O mais contundente foi o deputado Enivaldo dos Anjos (PSD), que considerou injustas as acusações a Nésio Fernandes e aconselhou-o a se proteger: “Se eu fosse o secretário, pedia segurança de vida”, sendo interrompido por Assumção, que o chamou de “frouxo”, obtendo como resposta que “comigo o buraco é mais embaixo”. A discussão prosseguiu, inclusive com outros deputados abrindo o áudio, na tentativa de acalmar o tumulto.

A deputada Iirny Lopes (PT) defendeu o secretário e pediu mais respeito, acusando Assumção por quebra de decoro. “Vossa Excelência está raivoso, espumando, um deputado evangélico, respeite as pessoas”, disse. Para Iriny, os países têm que ser respeitados, uma referência a Cuba, atacada por Assumção, destacando a solidariedade prestada a várias nações do mundo pelos médicos cubanos.

Dos que participaram da ação no hospital Dório Silva, além de Assumção, apresentaram justificativas na sessão os deputados Vandinho Leite, Torino Marques e Danilo Bahiense, todos negando a invasão e lembrando as prorrogativas constitucionais que lhes dão o direito de fiscalizar.

Repúdio

Assinada pelo vigário episcopal Kelder José Brandão Figueira, da Ação Social, Política e Ecumênica da Arquidiocese de Vitória, a nota afirma que a ação os deputados é de “caráter puramente populista, que não traz qualquer benefício ao enfrentamento à pandemia do novo coronavírus”.

“O ato é um desrespeito aos protocolos de segurança que os especialistas recomendam no momento, mantendo mesmo os familiares afastados de seus entes queridos”, diz a nota, e acrescenta: Os números de leitos ocupados para pacientes com Covid-19 no Estado são públicos e de fácil acesso, não é necessário adentrar um hospital e pôr em risco vidas para sabê-los.
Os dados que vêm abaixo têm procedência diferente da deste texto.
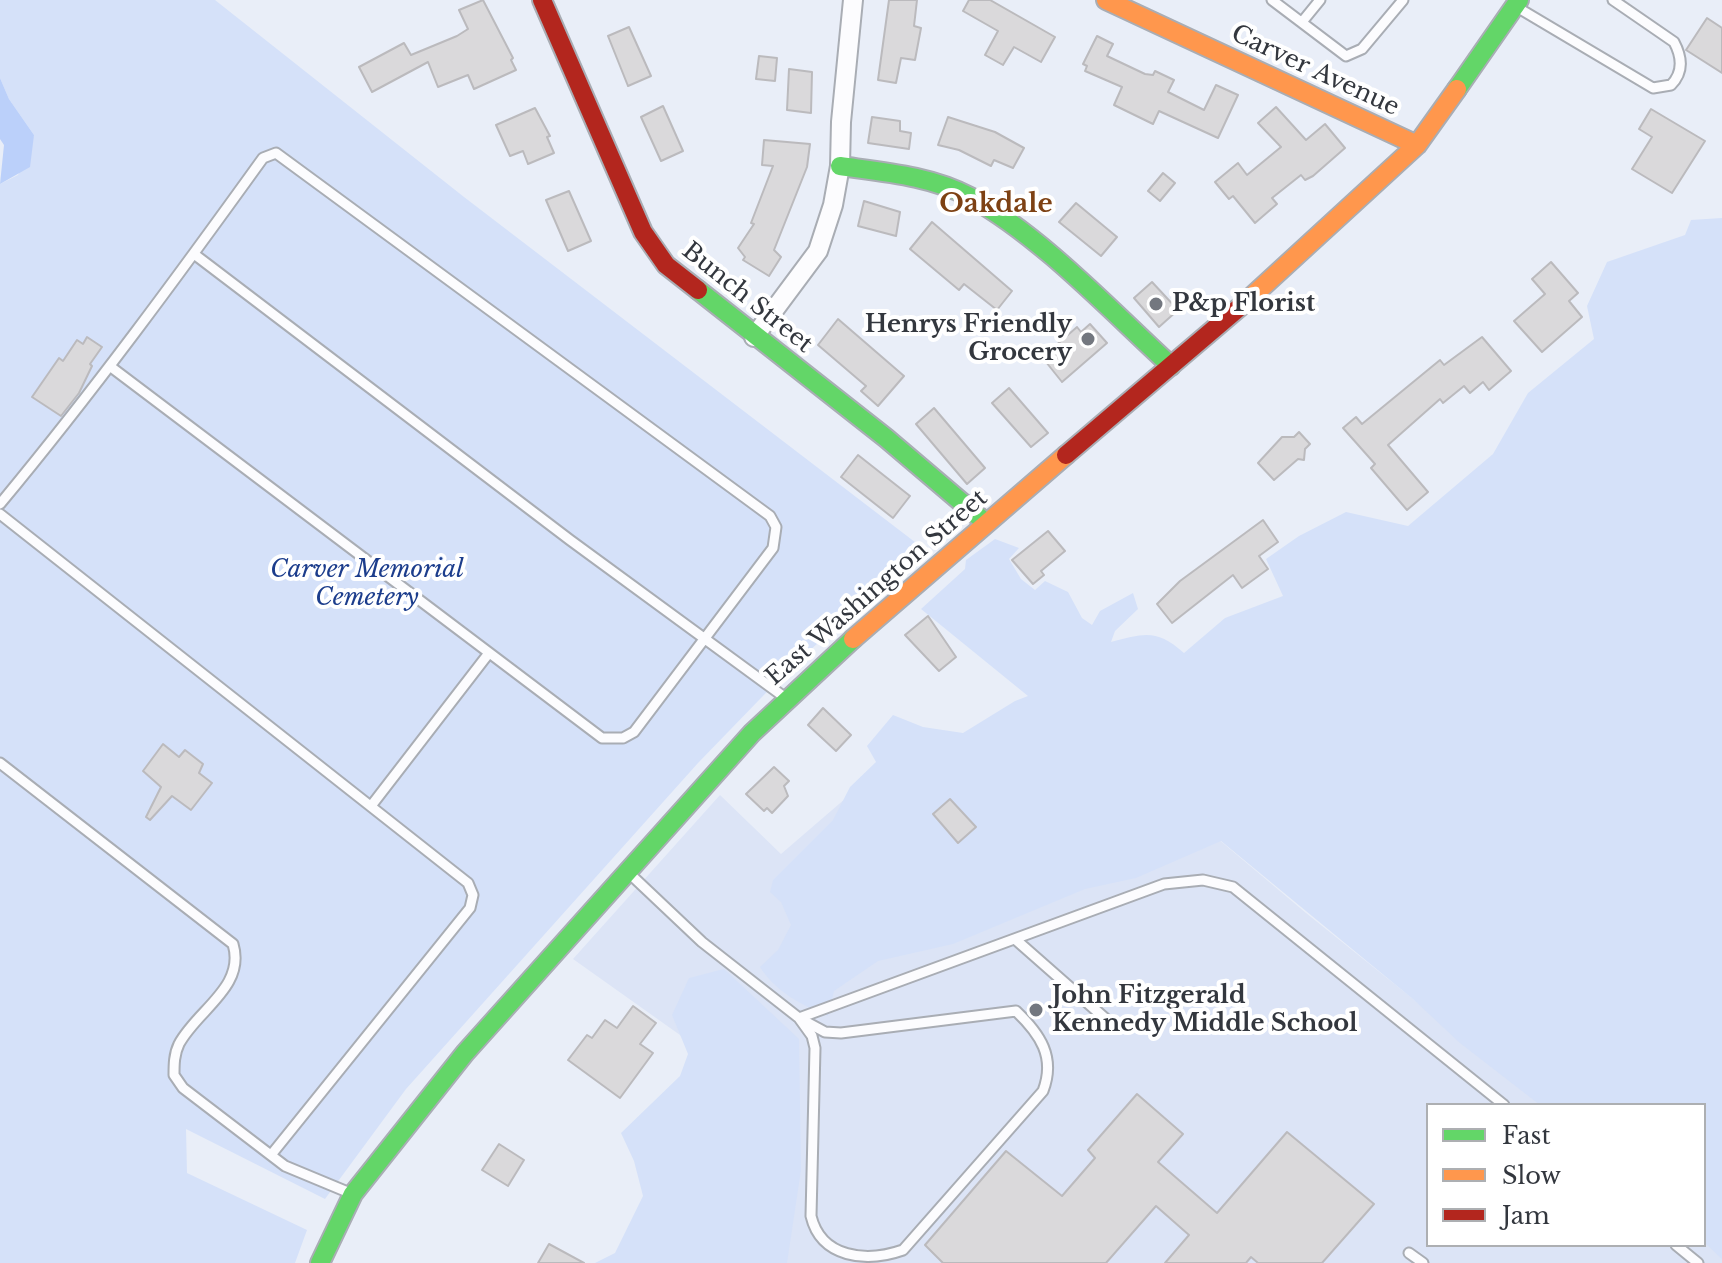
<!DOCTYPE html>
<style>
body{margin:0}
#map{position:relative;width:1722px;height:1263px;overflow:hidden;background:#e9eef8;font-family:"Libre Baskerville",serif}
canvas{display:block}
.legend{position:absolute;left:1426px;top:1103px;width:280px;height:144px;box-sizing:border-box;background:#fff;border:2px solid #adafb2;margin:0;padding:10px 14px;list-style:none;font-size:24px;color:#33373e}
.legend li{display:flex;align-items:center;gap:16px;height:40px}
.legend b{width:40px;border:2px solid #adafb2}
</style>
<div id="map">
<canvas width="1722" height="1263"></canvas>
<ul class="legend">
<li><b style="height:10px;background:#63d668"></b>Fast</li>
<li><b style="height:10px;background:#ff974d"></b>Slow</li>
<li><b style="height:10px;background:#b3261e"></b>Jam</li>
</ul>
</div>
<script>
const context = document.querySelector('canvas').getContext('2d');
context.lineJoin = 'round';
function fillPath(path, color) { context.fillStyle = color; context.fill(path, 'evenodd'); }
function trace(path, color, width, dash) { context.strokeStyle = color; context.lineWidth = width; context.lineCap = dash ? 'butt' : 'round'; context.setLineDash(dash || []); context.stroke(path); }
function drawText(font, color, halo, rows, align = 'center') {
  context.font = font + ' "Libre Baskerville",serif'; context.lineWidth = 8; context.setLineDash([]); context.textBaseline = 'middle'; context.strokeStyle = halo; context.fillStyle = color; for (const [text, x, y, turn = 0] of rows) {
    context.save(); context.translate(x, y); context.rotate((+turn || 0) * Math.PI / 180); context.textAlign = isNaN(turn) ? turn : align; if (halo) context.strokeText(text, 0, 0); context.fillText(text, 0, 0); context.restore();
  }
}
fillPath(new Path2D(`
 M1104,743l202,170 239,192h-117v140h276v-12l18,17v13h-1044l71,-179 -176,-125 147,-164 61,59 65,-56z`), '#dce4f6');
fillPath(new Path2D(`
 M0,0h215l249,197 460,352 -133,118 -93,96 -292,326 -81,110 -139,-70 1,44 120,57 -12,33h-295v-1079l18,-9 16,-40 -25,-36 -9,-21z
 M1722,218v1041l-18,-17v-137h-164l-80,-62 -46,-43 -193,-159 -85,37 -51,11 -132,55 -75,17 -44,30 -6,25c-27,-11 -53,-25 -68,-49l18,-17 13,-25 -10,-23 -11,-10 3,-12 60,-60 17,-33 26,-25 -9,-16 26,-31 30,12 40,6 52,-32 13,-5 -107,-87 44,-40 1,-9 29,-21 24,9 -10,11 12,20 14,11 10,-9 23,11 14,26 10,7 8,-14 33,-18 5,16 -23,22 -4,11c34,-9 46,-13 73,11l41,-35 58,-22 -17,-37 33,-23 47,-24 62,14 85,-72 35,-61 66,-54 -7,-33 20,-44 78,-27 6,-15z
 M724,969l75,70 2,131 -14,93h-192l20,-10 28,-57 -9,-35 -13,-28 59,-57 8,-22 -16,-39 17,-37z`), '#d5e1f9');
fillPath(new Path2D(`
 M0,78l9,21 25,36 -4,32 -30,17 4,-39 -4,-6z`), '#bbd0fa');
const building = new Path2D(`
 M483,0l30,58 -2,2 5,10 -42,19 -6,-14 -30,12 -10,-25 -56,30 -13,-25 45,-24 7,12 46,-19 11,-7 -9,-19z
 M889,0h28l-3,26 7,2 -6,32 -14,-2 -5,25 -18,-3z
 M969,0h21l65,37 -14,25 -27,-15 -11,18 -18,-10 13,-24 -35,-20z
 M1707,18l15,10v45l-36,-23z
 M629,27l22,49 -23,10 -20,-50z
 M1097,36l16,8 -6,12 38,18 8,1 2,-4 19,9 -6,12 36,18 12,-25 22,10 -20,43 -59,-27 -6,13 -39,-19 8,-18 -37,-16 2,-5 -4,-2z
 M759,56l18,2 -2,23 -19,-2z
 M789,69l23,3 -1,41 -24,-3z
 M663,106l20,45 -22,10 -20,-44z
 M1276,107l30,33 19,-16 20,24 -32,28 -8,4 -4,-5 -29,23 5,6 -22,19 -22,-27 -4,3 -14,-17 23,-19 9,12 34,-28 -23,-24z
 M535,108l15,28 -3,1 7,16 -26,11 -5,-13 -13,5 -14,-31z
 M1651,109l54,32 -33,52 -40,-24 20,-32 -13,-8z
 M872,117l28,4v10l11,2 -2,16 -41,-6z
 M948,117l47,15 29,16 -11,20 -19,-8 -3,6 -32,-16 -21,-5z
 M764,140l46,4 -3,23 -33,83 7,7 -12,19 -26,-16 2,-3 -7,-9 16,-24 -3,-1 22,-57 -11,-1z
 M1163,173l12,10 -15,18 -12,-10z
 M569,191l22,50 -23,10 -22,-51z
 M864,201l36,11 -4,24 -38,-10z
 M1076,203l41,34 -16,19 -42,-34z
 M932,222l80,69 -15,19 -33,-26 -5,6 -49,-41z
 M1551,262l27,31 -9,8 13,16 -40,35 -28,-31 31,-27 -13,-15z
 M1152,282l26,28 -19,17 -25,-29z
 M838,319l66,57 -26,30 -17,-15 5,-5 -48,-41z
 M1090,324l17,19 -45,39 -16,-20 4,-3 -4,-5 31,-27 4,5z
 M87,337l15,10 -12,17 2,2 -13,27 -18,23 -29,-19 27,-39 4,3 14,-21 6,4z
 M1482,337l29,34 -22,19 -6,-8 -13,11 -6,-7 -21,17 -3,-4 -52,46 40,47 -21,18 -36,-42 4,-4 -32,-36 13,-11 6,7 78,-64 4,5z
 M1009,388l39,45 -17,14 -39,-44z
 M934,408l51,60 -18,16 -51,-60z
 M1299,432l11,12 -5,5 -1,11 -6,-1 -24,21 -16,-17 24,-26h12z
 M858,455l52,41 -17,22 -52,-41z
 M1263,520l15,22 -19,14 9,13 -26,19 -9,-13 -61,48 -15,-19 23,-23z
 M1048,531l17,20 -24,20 3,4 -11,9 -21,-24z
 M928,616l28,41 -17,14 -34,-36z
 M823,708l28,27 -15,16 -28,-26z
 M163,744l16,13 6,-7 18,14 -4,9 13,10 -21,27 -19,-14 -22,24 -4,-3 15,-30 -18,-16z
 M774,767l15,14 -5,5 4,10 -16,17 -5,-5 -3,3 -18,-17z
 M950,799l26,28 -18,16 -25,-29z
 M633,1006l23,17 -16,21 13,9 -33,45 -52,-38 19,-25 5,3 13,-18 12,8z
 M1137,1094l46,40 -25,28 59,51 70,-81 87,72 -52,59h-64l-7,-6 -5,6h-81l24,-28 -33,-29 -50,57h-163l-18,-18 81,-94 56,45 33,-38 -7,-8z
 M499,1144l25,16 -16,26 -26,-16z
 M549,1244l35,19h-46z`);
fillPath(building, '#dad9db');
trace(building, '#bbbabd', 2);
const lane = new Path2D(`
 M1272,0l74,56 16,-7 41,-49
 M1515,6l138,82 18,-3c13,-13 11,-28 3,-43l-61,-42
 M1302,22l18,-22
 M194,254l376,286 217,159
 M0,504c93,-112 178,-228 263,-346l13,-5 494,363 6,11 -3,21 -139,184 -11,6h-21l-491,-371
 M0,514l468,369 5,12 -3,13 -199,247
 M0,763l233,181c13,43 -36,66 -54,100 -5,10 -5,21 -5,31l9,13 102,78 65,27
 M371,806l118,-153
 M629,873l73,69 97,76 13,18 3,12 -4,168c10,42 55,47 92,34l140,-159c13,-34 -3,-57 -27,-80l-175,22 -16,-1 -26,-14
 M1015,939l92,81
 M799,1018l365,-134 39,-4 30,7 271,218
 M1676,1245l22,18
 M1409,1253l14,10`);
const street = new Path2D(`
 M754,337l64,-86 15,-46 7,-39 1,-44 12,-122`);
const fast = new Path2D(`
 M1457,89l62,-89
 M840,166c43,6 92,10 130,31 71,39 141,114 201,169
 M698,290l188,148 100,85
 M320,1263l33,-69 112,-141 287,-320 101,-94`);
const slow = new Path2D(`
 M1106,0l311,145
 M1248,300l169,-155 40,-56
 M853,639l213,-184`);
const jam = new Path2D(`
 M542,0l101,232 23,33 32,25
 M1066,455l182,-155`);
trace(lane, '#a9adb4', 13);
trace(street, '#a9adb4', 22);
trace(fast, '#a9adb4', 22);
trace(slow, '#a9adb4', 22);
trace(jam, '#a9adb4', 22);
trace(lane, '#fcfcfe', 9);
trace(street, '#fcfcfe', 18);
trace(fast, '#63d668', 18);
trace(slow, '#ff974d', 18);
trace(jam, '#b3261e', 18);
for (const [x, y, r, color] of [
 [1156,304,8,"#73777f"],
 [1088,339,8,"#73777f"],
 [1036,1010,8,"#73777f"]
]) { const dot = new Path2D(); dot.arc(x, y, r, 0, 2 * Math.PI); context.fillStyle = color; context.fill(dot); trace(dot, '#fff', 3); }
drawText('24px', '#33373e', '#fff', [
 ["Carver Avenue",1315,71,25],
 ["Bunch Street",747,298,39],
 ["East Washington Street",877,588,-41]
]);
drawText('bold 24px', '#33373e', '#fff', [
 ["P&p Florist",1172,304],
 ["Henrys Friendly",1072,325,"right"],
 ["Grocery",1072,353,"right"],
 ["John Fitzgerald",1052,996],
 ["Kennedy Middle School",1052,1024]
], 'left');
drawText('italic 24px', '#1c3d8c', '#fff', [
 ["Carver Memorial",367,570],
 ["Cemetery",367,598]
]);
drawText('bold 26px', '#7d4114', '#fff', [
 ["Oakdale",996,205]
]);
</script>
Pedimos que atitudes semelhantes não se repitam, por quem quer que seja”.

O documento diz ainda: “O enfrentamento a uma pandemia, a pior dos últimos cem anos, exige temperança, solidariedade, empatia e responsabilidade. É preciso, neste momento, que as forças políticas, embora antagônicas, se somem acima de rixas partidárias ou interesses eleitoreiros para um esforço conjunto na direção única de salvar vidas”.

Já o Fórum Evangelho e Justiça, em vídeo gravado por seu coordenador Kenner Terra, afirma: “Em solidariedade aos pacientes e familiares da saúde, repudiamos a atitude insensível de deputados, supostamente para averiguar o trabalho que ali é realizado. Esse uso político e perverso da pandemia é inaceitável. Nós, do Fórum Evangelho e Justiça, não nos sentimentos representado por nenhum tipo de apoio a esta atitude”. Em outro trecho, Kenner Terra ressalta: “Lamentamos esse desrespeito aos profissionais que militam corajosamente contra essa pandemia”.